And most relevant to our assessment of the Russian conscience, Applebaum concludes: "So far there is no sign of shock or shame in Russia."

Of course, today, as in Czarist Russia and in the communist Soviet Union, there are Russians of extraordinary moral courage. I worked with and for Soviet dissidents during the Cold War, and if there was a finer person on earth than Andrei Sakharov, the Soviet scientist who gave up fame and fortune to fight the immorality of the Soviet regime, I don't know who that person was.

But, for reasons outlined above, I now incline toward the dark view of the Russian conscience.

The bigger question is whether Europe has enough of a conscience to act.

If Europe doesn't muster the courage to confront Putin's Russia after hundreds of Europeans are blown out of the sky -- including 192 from the Netherlands alone -- there is truly little left of Europe's moral spine. Economic considerations will have trumped not only morality, but even empathy for one's own.

And is America far behind? Having been influenced for at least two generations by European values much more than by traditional American and Judeo-Christian values, America, too, is being tested.

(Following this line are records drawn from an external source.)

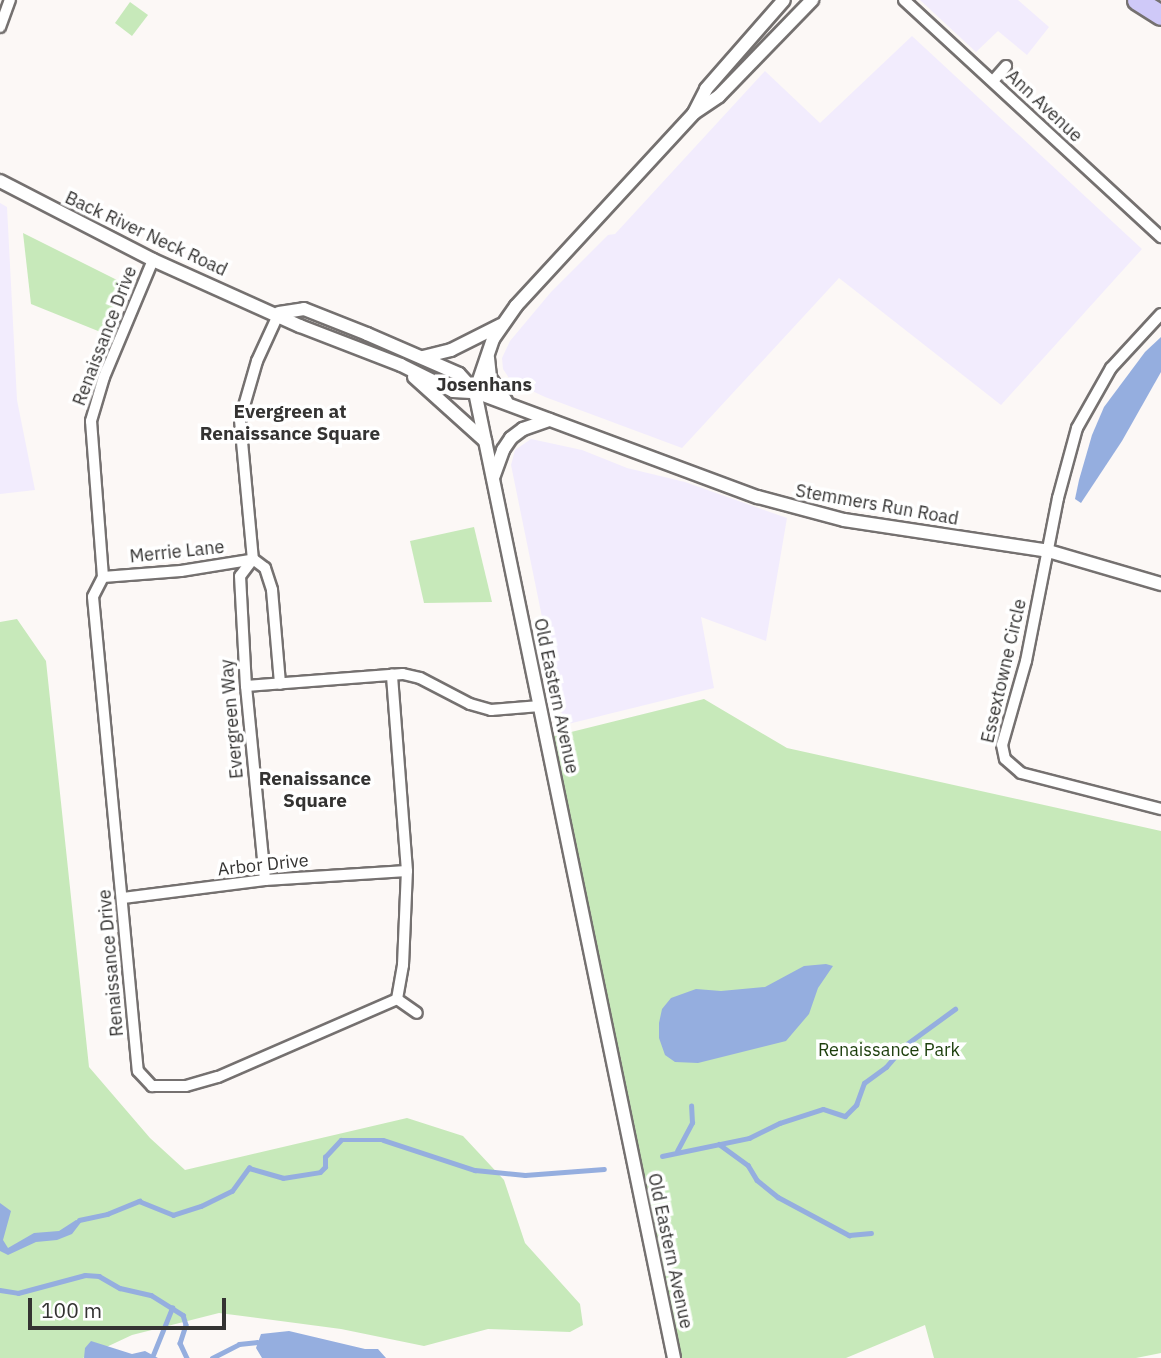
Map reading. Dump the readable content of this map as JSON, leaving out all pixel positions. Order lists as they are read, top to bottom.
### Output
{
  "streets": {
    "street": [
      "Ann Avenue",
      "Back River Neck Road",
      "Renaissance Drive",
      "Stemmers Run Road",
      "Merrie Lane",
      "Essextowne Circle",
      "Old Eastern Avenue",
      "Evergreen Way",
      "Arbor Drive"
    ]
  },
  "crossings": [
    ["Back River Neck Road", "Renaissance Drive"],
    ["Back River Neck Road", "Stemmers Run Road"],
    ["Back River Neck Road", "Old Eastern Avenue"],
    ["Back River Neck Road", "Evergreen Way"],
    ["Renaissance Drive", "Merrie Lane"],
    ["Renaissance Drive", "Arbor Drive"],
    ["Stemmers Run Road", "Essextowne Circle"],
    ["Stemmers Run Road", "Old Eastern Avenue"],
    ["Merrie Lane", "Evergreen Way"],
    ["Evergreen Way", "Arbor Drive"]
  ],
  "districts": ["Josenhans", "Evergreen at Renaissance Square", "Renaissance Square"],
  "parks": ["Renaissance Park"],
  "scale_bar": "100 m"
}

If all we will hear from this president are calls for "impartial investigations" and promises to "bring those responsible to justice," we can conclude that the American conscience -- at least as embodied by this president and his supporters -- is, to say the least, not what it was.

On the other hand, there is a nation whose actions -- protecting itself against genocidal fanatics -- are stirring the much of the world's conscience: Israel. Reassuring, no?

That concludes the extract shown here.